= Karumanoor =

Karumanur is an agriculture-based village in the Tiruchengode taluk of Namakkal district in Tamil Nadu state of India. This village is located at a distance of 16.5 km from Tiruchengode, 31 km from Salem city and 41 km from the district headquarters Namakkal. [1] It is situated in the south-western direction of Salem and north-eastern direction of Tiruchengode, just 3.5 km south from Mahendra Engineering college, Mallasamudram West.

==Water Resources==
Karumanur Lake ensures that the ground water level is maintained in this village. A canal connects this lake with ponds and nearby lakes. Sand here is mixture of Red and Black loamy soil which best suits Tapioca, Groundnut, Mango, Cotton, Sugarcane, Caster Seeds and Coconut Tree cultivation.

==Temples==
Famous "Kakathalaiamman temple" is located in the west entrance of this village. Several other temples like Karumanur Mariamman Temple, Kandasamy Temple and Kuthandeeswarar Temple is location within this village.

==Transport==
Tamil Nadu State Government Operated Bus with Number 2B runs through this village. This bus connects Mallasamudram to Thindal(Erode) via Karumanur, Ramapuram, Moreplayam, Tiruchengode and Erode.

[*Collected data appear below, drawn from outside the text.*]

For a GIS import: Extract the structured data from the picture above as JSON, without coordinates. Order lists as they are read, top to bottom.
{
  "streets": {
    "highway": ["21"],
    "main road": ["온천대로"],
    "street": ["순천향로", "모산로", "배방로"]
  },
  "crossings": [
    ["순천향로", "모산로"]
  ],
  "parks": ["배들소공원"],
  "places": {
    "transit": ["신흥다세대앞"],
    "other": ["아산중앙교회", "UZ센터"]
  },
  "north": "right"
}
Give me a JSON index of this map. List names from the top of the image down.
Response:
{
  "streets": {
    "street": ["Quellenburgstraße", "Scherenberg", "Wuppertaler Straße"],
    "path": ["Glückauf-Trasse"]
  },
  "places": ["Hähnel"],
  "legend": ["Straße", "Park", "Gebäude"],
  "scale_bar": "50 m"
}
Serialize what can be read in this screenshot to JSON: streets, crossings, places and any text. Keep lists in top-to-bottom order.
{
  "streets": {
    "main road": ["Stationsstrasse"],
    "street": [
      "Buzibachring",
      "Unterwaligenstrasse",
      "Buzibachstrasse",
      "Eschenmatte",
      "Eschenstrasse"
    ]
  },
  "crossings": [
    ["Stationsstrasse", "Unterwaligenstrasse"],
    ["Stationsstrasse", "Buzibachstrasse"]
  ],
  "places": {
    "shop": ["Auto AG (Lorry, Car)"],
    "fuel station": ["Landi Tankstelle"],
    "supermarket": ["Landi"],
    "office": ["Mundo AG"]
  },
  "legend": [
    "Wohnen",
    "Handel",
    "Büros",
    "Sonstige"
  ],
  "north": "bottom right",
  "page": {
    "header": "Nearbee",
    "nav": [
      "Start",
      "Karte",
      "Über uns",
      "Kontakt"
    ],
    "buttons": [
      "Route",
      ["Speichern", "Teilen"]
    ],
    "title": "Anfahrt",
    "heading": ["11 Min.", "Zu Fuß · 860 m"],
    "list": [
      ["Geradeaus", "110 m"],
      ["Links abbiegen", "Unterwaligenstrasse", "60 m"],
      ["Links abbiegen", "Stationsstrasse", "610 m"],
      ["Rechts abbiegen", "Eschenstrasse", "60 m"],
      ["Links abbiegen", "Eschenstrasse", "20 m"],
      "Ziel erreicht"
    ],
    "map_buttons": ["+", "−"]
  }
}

==Educational Institutions==

1. Mahendra Institute of Technology
Address : mahendhirapuri; mallasamudram (west); vadugapallayam post; tiruchengode; namakkal 637 503.[2] This college is located exactly 3.5 km north of Karumanur.

2. Mahendra School
Address: Kallukadai. This school is located at 3 km north of Karumanur.

3. Siruvar Palli
Address: Karumanur

==Other Facts==

1. Pincode for Karumanur is 637503. [2]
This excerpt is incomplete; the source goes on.